## Data for review

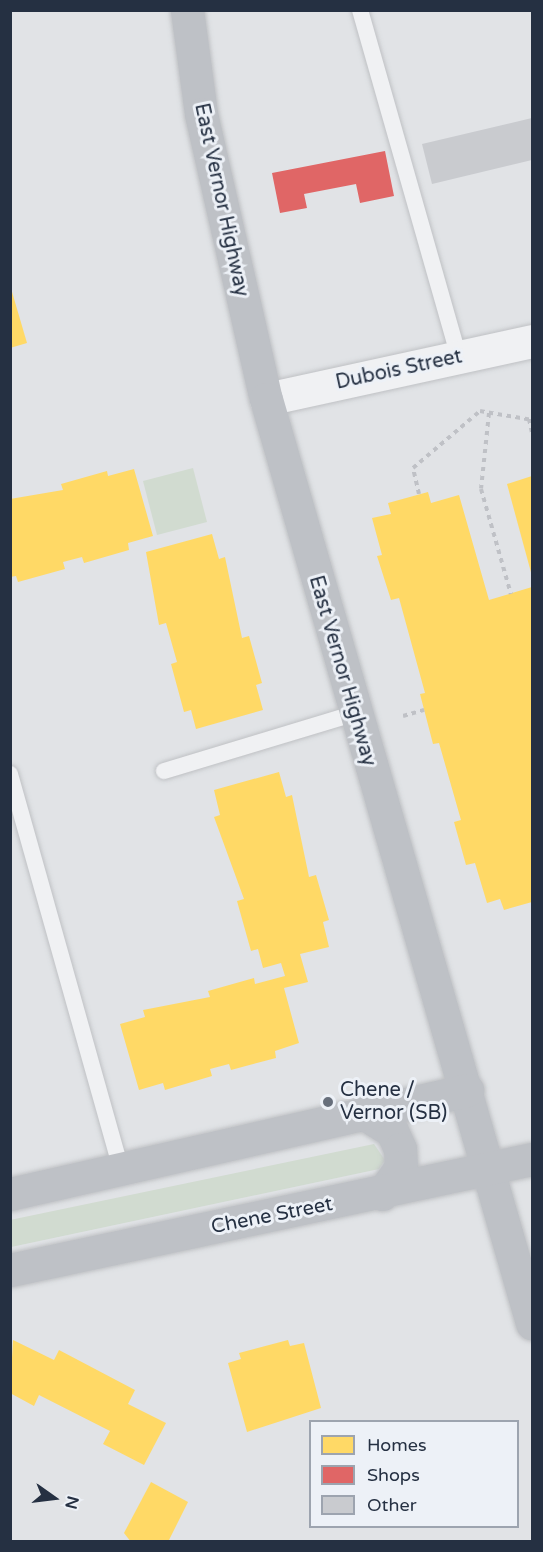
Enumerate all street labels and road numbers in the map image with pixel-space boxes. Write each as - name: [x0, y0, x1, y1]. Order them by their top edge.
- street label: East Vernor Highway: [189, 101, 253, 299]
- street label: Dubois Street: [334, 345, 464, 395]
- street label: East Vernor Highway: [303, 573, 381, 769]
- street label: Chene Street: [209, 1192, 335, 1240]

## About this task
The expected output is the whole listing, word for word, minus its pictures.

## Exercise response
Enumerate all street labels and road numbers in the map image with pixel-space boxes. Write each as - name: [x0, y0, x1, y1]. Order them by their top edge.
- street label: East Vernor Highway: [189, 101, 253, 299]
- street label: Dubois Street: [334, 345, 464, 395]
- street label: East Vernor Highway: [303, 573, 381, 769]
- street label: Chene Street: [209, 1192, 335, 1240]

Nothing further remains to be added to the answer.